Theme from The Planets – Dexter Wansel

Dexter Wansel’s “Theme from the Planets” is a serious cipher beat from the Space Disco Funk era:

Setting it off with a majorly dope drum break, “Theme from the Planets” is a “lushly orchestrated” jazzy selection featured on Dexter Wansel’s LP “Life on Mars” of the late 1970s.

Similar in feeling to tracks like Rhythm Heritage’s “Sky’s the Limit”, this proto-disco track exemplifies the role of elaborate instrumentation in bboy music, complimenting perfectly the elements that are more reminiscent of what would become a Hip-Hop sound.

Suede Chief

The version above is played at a faster, more break-friendly speed, and you can check out the track at its original speed below but first, an ill re-edit by Scotland’s S.T.S.:

Original version:

Some background on Dexter Wansel from iTunes:

Keyboardist/arranger/producer/recording artist Dexter Wansel can be heard throughout the catalog of Kenneth Gamble and Leon Huff’s Philadelphia International Records…
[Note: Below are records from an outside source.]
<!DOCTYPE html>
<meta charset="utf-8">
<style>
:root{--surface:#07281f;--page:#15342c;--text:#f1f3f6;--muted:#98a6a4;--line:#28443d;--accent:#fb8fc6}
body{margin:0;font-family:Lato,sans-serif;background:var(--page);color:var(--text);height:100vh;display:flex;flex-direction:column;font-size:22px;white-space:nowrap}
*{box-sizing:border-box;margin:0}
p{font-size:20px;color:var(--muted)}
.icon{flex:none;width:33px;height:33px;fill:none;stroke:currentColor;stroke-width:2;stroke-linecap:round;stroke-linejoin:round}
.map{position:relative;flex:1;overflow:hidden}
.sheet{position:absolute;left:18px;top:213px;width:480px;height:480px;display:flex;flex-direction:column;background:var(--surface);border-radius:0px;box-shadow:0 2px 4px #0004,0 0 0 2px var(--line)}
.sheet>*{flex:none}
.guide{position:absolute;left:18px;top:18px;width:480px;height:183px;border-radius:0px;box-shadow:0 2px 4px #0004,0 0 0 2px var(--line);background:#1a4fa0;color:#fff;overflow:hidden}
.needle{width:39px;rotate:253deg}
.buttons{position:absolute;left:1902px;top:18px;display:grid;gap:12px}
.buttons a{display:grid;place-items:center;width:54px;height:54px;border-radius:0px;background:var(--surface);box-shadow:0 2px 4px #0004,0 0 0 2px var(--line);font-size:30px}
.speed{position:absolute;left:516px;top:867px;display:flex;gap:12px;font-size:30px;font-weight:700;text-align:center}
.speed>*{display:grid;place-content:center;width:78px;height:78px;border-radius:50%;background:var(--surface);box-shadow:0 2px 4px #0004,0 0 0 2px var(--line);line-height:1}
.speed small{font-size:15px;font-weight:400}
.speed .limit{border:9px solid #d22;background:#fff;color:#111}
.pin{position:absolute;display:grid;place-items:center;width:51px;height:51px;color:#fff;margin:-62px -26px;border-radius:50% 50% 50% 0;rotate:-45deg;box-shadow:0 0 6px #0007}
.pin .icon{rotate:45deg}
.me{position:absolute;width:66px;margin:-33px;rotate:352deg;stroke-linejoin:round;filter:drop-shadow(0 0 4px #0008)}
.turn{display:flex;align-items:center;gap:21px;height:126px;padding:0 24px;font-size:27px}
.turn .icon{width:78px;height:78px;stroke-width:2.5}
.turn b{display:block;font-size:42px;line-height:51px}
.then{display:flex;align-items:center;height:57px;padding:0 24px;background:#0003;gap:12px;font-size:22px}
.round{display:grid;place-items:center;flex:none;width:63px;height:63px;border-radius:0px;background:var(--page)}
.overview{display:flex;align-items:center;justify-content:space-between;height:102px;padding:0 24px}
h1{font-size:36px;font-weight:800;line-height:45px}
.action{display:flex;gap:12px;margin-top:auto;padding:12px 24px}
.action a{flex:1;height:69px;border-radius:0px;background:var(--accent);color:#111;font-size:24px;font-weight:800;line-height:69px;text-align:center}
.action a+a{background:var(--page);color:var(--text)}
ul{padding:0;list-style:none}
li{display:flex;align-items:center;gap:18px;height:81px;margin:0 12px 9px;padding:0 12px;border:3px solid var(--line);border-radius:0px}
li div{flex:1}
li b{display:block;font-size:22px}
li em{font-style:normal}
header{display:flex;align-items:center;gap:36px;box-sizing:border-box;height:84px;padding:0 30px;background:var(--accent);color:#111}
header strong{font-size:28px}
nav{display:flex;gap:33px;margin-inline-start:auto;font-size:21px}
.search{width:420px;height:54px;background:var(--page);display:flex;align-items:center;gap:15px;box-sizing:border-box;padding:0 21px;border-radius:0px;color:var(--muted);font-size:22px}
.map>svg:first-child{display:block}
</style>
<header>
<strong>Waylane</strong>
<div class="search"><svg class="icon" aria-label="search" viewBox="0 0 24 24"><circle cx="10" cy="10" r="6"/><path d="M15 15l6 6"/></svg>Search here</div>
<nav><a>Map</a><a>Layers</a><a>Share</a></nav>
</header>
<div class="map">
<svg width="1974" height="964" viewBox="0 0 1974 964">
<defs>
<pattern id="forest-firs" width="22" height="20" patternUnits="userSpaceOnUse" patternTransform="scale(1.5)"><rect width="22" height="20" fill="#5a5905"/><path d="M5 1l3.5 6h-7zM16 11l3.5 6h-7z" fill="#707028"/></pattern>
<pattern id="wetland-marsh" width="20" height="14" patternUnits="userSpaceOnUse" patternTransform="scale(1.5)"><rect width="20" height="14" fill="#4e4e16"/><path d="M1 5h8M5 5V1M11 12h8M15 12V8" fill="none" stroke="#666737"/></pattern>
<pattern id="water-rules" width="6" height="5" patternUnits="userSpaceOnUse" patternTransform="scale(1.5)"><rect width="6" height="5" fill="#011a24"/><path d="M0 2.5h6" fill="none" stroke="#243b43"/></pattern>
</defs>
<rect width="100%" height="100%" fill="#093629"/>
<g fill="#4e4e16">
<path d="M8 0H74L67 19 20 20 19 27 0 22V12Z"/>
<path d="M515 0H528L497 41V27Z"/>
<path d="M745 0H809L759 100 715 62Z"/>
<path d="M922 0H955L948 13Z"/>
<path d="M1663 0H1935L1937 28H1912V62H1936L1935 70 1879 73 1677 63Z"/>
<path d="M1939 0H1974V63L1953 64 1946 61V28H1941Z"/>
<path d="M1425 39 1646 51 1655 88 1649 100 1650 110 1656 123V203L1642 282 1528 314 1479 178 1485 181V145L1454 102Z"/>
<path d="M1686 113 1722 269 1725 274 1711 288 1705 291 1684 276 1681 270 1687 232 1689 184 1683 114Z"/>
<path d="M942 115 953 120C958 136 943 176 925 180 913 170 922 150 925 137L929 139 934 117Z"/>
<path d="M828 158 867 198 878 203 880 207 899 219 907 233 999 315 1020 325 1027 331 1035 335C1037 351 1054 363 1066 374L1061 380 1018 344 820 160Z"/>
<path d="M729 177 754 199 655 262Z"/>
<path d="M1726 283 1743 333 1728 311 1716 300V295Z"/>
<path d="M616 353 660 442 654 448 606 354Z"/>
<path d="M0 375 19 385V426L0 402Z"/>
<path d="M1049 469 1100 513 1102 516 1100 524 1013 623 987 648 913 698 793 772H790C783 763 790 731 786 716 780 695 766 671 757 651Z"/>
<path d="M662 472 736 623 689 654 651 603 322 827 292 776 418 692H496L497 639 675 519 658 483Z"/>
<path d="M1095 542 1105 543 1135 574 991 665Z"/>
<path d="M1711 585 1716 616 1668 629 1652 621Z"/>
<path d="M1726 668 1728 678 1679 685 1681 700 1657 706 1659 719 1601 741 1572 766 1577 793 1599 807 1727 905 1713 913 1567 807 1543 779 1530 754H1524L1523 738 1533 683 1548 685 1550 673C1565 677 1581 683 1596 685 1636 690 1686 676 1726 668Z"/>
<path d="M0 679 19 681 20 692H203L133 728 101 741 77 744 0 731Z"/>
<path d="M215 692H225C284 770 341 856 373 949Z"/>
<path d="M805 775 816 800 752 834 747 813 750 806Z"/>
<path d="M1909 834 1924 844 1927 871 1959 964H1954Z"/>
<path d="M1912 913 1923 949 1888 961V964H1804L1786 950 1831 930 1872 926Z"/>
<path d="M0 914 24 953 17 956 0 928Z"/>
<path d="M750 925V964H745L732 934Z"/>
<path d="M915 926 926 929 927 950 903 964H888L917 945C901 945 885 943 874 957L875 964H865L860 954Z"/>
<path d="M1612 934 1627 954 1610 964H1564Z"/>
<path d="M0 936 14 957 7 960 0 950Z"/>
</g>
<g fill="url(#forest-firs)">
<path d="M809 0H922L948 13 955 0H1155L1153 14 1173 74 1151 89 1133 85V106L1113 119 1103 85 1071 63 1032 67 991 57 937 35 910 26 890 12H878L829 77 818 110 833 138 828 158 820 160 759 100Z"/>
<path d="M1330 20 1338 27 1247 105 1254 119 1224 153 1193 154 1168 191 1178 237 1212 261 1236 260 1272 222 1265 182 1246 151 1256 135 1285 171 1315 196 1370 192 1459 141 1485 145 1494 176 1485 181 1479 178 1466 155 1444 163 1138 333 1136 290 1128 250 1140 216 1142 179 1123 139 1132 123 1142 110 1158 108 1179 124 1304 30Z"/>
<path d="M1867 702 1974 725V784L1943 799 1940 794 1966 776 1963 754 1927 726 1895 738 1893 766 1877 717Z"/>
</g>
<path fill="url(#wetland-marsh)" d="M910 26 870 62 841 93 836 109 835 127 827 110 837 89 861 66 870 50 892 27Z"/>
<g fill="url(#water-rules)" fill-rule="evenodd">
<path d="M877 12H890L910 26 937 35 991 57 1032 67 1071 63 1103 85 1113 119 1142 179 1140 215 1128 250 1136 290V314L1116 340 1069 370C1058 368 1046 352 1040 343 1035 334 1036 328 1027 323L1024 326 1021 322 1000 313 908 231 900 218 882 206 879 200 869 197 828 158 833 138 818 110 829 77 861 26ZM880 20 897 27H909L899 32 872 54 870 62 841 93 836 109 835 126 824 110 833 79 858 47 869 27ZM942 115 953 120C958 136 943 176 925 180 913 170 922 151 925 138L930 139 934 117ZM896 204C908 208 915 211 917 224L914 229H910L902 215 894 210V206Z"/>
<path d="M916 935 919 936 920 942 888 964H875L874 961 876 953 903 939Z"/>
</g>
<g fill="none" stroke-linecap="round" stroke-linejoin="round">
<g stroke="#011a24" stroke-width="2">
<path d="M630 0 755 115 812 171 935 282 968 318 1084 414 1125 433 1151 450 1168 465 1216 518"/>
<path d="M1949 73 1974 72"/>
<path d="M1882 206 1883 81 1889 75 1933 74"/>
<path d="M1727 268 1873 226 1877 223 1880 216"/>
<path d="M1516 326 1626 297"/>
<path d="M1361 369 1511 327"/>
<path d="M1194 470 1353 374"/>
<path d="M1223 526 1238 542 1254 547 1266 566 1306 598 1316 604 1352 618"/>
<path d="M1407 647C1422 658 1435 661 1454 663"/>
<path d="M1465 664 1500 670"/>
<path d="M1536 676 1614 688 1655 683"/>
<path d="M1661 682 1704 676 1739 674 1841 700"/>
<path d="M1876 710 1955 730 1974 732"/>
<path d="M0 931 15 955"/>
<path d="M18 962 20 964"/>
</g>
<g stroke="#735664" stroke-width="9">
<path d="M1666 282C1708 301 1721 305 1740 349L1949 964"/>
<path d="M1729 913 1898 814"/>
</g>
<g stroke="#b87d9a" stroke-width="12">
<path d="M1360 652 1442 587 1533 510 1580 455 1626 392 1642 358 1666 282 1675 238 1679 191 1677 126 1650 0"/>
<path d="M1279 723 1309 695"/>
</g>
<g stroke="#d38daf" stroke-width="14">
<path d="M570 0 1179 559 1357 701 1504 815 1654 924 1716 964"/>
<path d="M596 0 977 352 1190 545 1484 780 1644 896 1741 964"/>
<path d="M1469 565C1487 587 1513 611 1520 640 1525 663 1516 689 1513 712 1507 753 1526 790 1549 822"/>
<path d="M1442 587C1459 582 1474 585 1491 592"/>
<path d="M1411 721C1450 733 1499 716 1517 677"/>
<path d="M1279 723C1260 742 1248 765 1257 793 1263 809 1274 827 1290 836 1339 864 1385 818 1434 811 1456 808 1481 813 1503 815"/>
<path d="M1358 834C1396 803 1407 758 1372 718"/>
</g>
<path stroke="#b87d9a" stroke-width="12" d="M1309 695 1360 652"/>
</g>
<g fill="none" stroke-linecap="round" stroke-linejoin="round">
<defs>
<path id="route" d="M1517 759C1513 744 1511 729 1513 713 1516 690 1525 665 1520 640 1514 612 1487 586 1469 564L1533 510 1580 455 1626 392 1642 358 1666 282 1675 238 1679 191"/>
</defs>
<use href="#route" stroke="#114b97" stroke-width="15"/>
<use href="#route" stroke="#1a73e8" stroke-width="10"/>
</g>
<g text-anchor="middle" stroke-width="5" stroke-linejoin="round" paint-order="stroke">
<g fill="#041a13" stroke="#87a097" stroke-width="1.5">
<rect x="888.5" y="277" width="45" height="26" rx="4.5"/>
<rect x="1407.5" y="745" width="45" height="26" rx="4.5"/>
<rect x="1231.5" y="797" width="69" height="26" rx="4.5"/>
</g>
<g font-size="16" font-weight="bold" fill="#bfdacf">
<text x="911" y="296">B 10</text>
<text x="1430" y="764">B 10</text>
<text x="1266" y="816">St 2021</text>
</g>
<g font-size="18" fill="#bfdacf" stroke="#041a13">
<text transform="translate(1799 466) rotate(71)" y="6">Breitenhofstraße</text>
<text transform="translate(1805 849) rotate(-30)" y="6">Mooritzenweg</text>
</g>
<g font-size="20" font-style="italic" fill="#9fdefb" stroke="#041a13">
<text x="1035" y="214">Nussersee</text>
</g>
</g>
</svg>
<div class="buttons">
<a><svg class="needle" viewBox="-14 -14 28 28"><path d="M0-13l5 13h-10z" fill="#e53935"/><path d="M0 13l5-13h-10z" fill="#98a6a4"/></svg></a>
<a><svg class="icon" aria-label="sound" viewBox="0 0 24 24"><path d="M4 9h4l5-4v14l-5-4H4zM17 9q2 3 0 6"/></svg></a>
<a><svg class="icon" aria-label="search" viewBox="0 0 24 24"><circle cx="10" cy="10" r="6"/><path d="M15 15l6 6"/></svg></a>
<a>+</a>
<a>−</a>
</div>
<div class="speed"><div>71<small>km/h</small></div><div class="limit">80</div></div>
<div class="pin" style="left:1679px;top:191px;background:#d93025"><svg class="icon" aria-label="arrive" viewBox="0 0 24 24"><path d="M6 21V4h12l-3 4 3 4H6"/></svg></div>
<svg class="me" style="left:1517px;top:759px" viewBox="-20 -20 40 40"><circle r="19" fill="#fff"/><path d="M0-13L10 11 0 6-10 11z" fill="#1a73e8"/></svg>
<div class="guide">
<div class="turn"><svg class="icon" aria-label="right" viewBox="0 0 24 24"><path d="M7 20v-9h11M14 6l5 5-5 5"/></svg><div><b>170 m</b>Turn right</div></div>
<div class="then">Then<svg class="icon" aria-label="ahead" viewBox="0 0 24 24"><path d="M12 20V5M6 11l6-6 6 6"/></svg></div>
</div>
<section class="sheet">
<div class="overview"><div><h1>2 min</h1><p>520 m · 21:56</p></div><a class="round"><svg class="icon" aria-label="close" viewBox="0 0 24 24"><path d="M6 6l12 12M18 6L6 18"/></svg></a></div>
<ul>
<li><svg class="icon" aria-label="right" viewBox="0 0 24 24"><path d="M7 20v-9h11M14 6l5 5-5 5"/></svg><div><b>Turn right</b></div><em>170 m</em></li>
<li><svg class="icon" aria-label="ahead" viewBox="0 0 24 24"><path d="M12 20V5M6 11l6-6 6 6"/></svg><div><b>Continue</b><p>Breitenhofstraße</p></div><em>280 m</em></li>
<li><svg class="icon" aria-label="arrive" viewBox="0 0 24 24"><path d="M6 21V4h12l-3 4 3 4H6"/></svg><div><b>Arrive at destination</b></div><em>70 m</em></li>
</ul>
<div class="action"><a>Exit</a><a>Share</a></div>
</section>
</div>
When Wansel was 12 years old, he got the job of a gofer for the Uptown Theater in Philadelphia, going to get sandwiches and clothes out of the cleaners for the various acts that performed at the venue like Stevie Wonder and Patti Labelle. Many years later, Wansel would co-write a number one R&B hit for Labelle. In 1975, Wansel met Kenneth Gamble and Leon Huff when he was a member of a band called Yellow Sunshine, which also boasted guitarist Roland Chambers who would later become a part of MFSB, the house band for Gamble & Huff’s Philadelphia International Records. Becoming a part of the staff creative collective, Wansel began arranging, playing keyboards, and writing songs for the label’s acts including the O’Jays, Teddy Pendergrass, and the Intruders, among others.